The employment situation is slowly beginning to show signs of recovery. However, even as hiring accelerates in the coming year, the job market will remain competitive and difficult to navigate. To help the nation’s job seekers overcome the obstacles and improve their chances of success, global outplacement consultancy Challenger, Gray & Christmas will suspend normal business operations on December 27 and 28 to provide free job search advice to callers from anywhere in the U.S.
The firm’s 25th annual two-day national job search call-in will run from 9:00 a.m. to 5:00 p.m. CST both days. The telephone number is 312-422-5010. Job seekers can get more information about the call-in at http://challengeratworkblog.blogspot.com/.
A new component of this year’s call-in will be a group of job-search counselors dedicated to taking calls from current and former military personnel, including veterans, those approaching the end of their period of service, reservists and any other members of the military conducting a job search.
Those making the transition from military service to the civilian workforce face a unique set of challenges. Most of them possess all these great skills learned through their service, but many struggle to articulate how those skills translate in non-military careers. Additionally, many of these individuals have little experience conducting a traditional job search. The may have entered the service shortly after graduating high school or college and are now making their first foray into the civilian labor pool.
By dedicating a group of counselors to these callers, we will hopefully be able to ensure that military personnel are able to be connected quickly to someone who can help address their unique needs. After all, these men and women put their lives on the line in service of our country; the least we can do is try to get them to the front of the line, when it comes to providing job-search advice.
Despite the significant experience and skills gained through military service, unemployment among veterans remains relatively high. Overall, 8.6 percent of veterans 18 and older were unemployed in November, according to the latest non-seasonally adjusted data from the Bureau of Labor Statistics. That is up slightly from 8.5 percent a year earlier. The youngest vets – those returning from Iraq and Afghanistan – are faring even worse than those who served in previous wars, with an unemployment rate of 10.0 percent in November. That is up from 9.6 percent in November 2009.
One of the most common complaints we hear from callers year-after-year is that they have sent out hundreds of resumes and responded to dozens of online and newspaper help-wanted ads and never hear back from anyone.

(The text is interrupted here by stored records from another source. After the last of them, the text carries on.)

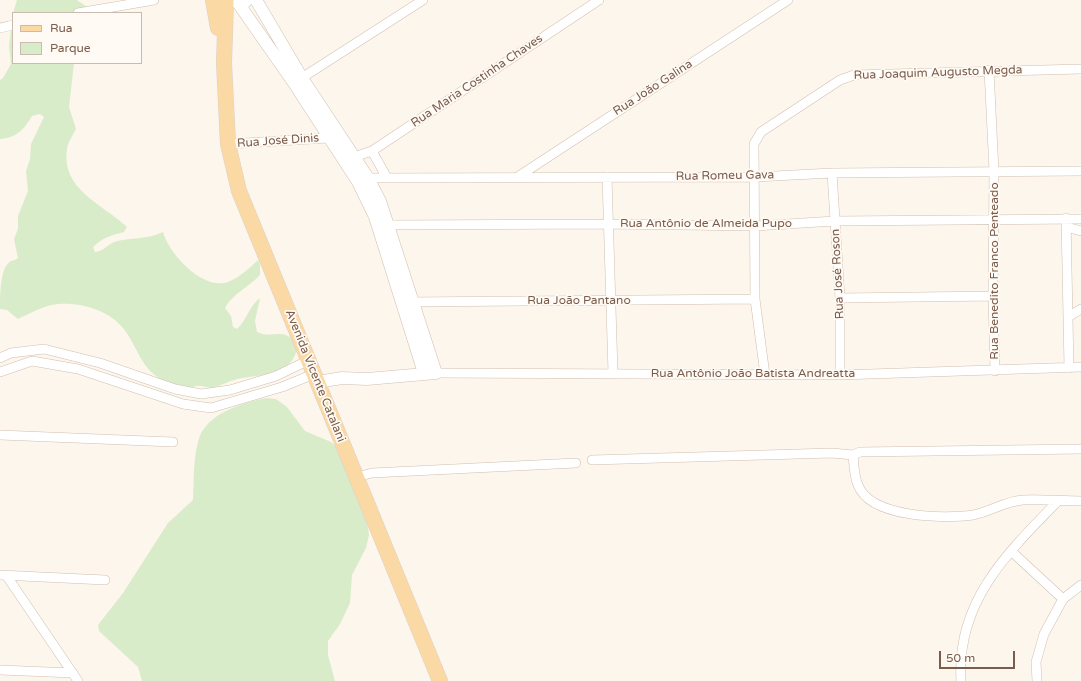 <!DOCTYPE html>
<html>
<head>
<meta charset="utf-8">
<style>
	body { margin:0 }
	#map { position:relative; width:1081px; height:681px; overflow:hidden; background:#fdf6ec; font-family:"Varela Round",sans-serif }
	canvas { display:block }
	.legend { position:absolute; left:12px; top:12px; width:130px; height:52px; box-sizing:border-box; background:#fffaf3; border:1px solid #cabbb1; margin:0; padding:5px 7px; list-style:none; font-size:12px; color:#7a5c4d }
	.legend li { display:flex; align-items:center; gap:8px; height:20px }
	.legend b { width:20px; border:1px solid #cabbb1 }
	.scale { position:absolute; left:939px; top:651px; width:76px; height:18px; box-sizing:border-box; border:2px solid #7a5c4d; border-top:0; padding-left:5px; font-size:12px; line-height:14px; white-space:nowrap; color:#7a5c4d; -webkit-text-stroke:3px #fffaf3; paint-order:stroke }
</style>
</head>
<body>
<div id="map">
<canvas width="1081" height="681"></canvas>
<ul class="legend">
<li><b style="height:5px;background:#fbd9a5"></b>Rua</li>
<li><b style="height:11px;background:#d8ecc9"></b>Parque</li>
</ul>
<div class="scale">50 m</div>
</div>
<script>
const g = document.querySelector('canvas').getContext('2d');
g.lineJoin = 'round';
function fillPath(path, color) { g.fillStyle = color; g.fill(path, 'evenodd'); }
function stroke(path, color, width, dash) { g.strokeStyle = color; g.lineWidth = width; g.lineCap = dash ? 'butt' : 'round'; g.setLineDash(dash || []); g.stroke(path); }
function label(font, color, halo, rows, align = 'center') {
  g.font = font + ' "Varela Round",sans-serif'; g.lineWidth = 3.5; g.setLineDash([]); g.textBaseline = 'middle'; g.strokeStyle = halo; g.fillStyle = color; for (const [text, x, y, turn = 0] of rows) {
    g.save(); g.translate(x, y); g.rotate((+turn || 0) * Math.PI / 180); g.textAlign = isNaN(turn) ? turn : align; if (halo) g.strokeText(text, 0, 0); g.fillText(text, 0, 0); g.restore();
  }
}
const green = new Path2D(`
	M 17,0 L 77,0 L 87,7 L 90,13 L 13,13 Z
	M 13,14 L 13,63 L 74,63 L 69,107 L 76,129 C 73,135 68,142 67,149 C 61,190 103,204 127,227 L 124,232 C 112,235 102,238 93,247 L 95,252 C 104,251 107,245 114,242 C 130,237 147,240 163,232 C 169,253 199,287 224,283 C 234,282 251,267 258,260 L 260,264 L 260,275 C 249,287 232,294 225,308 L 231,316 L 233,327 L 237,329 C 247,320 249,306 260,298 L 255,321 L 257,332 C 271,339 280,329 291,338 C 305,350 289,368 276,372 C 264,376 250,376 237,379 C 229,381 218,387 211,388 C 207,388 201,385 196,386 C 192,387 186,390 182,390 C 175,389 166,383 160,379 C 139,365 138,347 123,328 C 108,309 75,300 51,305 C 40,308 28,314 18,319 L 7,310 L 0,309 C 0,294 0,260 15,260 L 18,258 L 14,239 L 18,229 L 18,216 L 28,191 L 26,171 L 30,159 L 31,144 L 44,117 L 40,114 L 32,116 C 24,129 17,138 0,139 L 0,80 L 3,78 L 11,64 L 9,46 Z
	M 266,398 L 276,399 L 287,407 L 305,431 L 331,442 L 342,452 L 367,519 L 369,535 L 366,548 L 352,575 L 350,603 L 340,624 L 328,641 L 328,655 L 335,681 L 142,681 L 138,667 L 99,631 L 98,625 L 123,593 L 168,523 L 193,500 C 194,482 193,460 198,442 C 204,414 242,403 266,398 Z`);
const minor = new Path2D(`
	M 241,8 L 249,0
	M 78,13 L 154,0
	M 0,28 L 13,25
	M 989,70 L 994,171 L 993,296 L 995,371
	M 297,81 L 423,0
	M 228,144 L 328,138
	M 372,151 L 387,178
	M 354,157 L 372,151 L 599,0
	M 832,173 L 840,298 L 840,375
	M 519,176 L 788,0
	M 607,177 L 613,373
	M 363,180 L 368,178 L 755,177 L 832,173 L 1081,171
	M 1066,218 L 1069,368
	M 1066,227 L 1081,231
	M 382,228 L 389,225 L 609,224 L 755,226 L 835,221 L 1081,219
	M 840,298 L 993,296
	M 408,302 L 755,299
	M 1068,317 L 1081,309
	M 0,358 L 11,353 L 44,349 L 100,363 L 175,389 L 201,394 L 230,390 L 276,376 L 309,360
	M 0,372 L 32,361 L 78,369 L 183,404 L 211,408 L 282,387 L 314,374
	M 436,373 L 840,375 L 1081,367
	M 765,375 L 755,299 L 754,144 L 761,132 L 840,80 L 854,75 L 1081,69
	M 0,435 L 173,442
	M 1081,449 L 860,452 L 853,455 C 854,465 854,476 858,485 C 870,518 945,519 973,515 C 990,512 1005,501 1023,500 C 1042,499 1062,501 1081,501
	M 592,460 L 832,453 L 853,455
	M 356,477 L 372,473 L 576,463
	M 1011,551 L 1063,599
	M 0,575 L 105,580
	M 6,575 L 78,681
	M 0,670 L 73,673
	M 961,681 C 956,602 1007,553 1058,501
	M 1037,681 L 1036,662 L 1044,634 L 1063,599 L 1081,585`);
const tertiary = new Path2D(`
	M 236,0 L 294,83 L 358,182 L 375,217 L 424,373
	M 256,0 L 302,78 L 368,178 L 380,201 L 436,373 L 367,379 L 342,378 L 318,382`);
const primary = new Path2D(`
	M 213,0 L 218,28
	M 226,0 L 224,63 L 228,144 L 239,191 L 440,681`);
const streetNames = [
	["Rua Joaquim Augusto Megda",938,73,-2],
	["Rua Maria Costinha Chaves",477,81,-34],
	["Rua João Galina",653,88,-33],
	["Rua José Dinis",278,141,-4],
	["Rua Romeu Gava",725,176,-1],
	["Rua Antônio de Almeida Pupo",706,224],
	["Rua Benedito Franco Penteado",995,271,-90],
	["Rua José Roson",838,274,-93],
	["Rua João Pantano",579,301],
	["Rua Antônio João Batista Andreatta",753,374],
	["Avenida Vicente Catalani",315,376,68]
];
fillPath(green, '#d8ecc9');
stroke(minor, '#d1beb0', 10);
stroke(tertiary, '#d1beb0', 13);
stroke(primary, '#dad1cd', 16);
stroke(minor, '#fff', 9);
stroke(tertiary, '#fff', 12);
stroke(primary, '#fbd9a5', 15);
label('12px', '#7a5c4d', '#fffaf3', streetNames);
</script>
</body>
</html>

Unfortunately, simply posting resumes on Internet job sites and answering classified ads rarely work, even in a good job market. These activities are even less effective in a weak job market. Under current conditions, it is critical that job seekers expand their job search through networking. Job seekers may also want to consider expanding their parameters to include a wide variety of industries, companies and cities. Do not rule out companies that are struggling, as they are looking for talented individuals who can help turn around the business.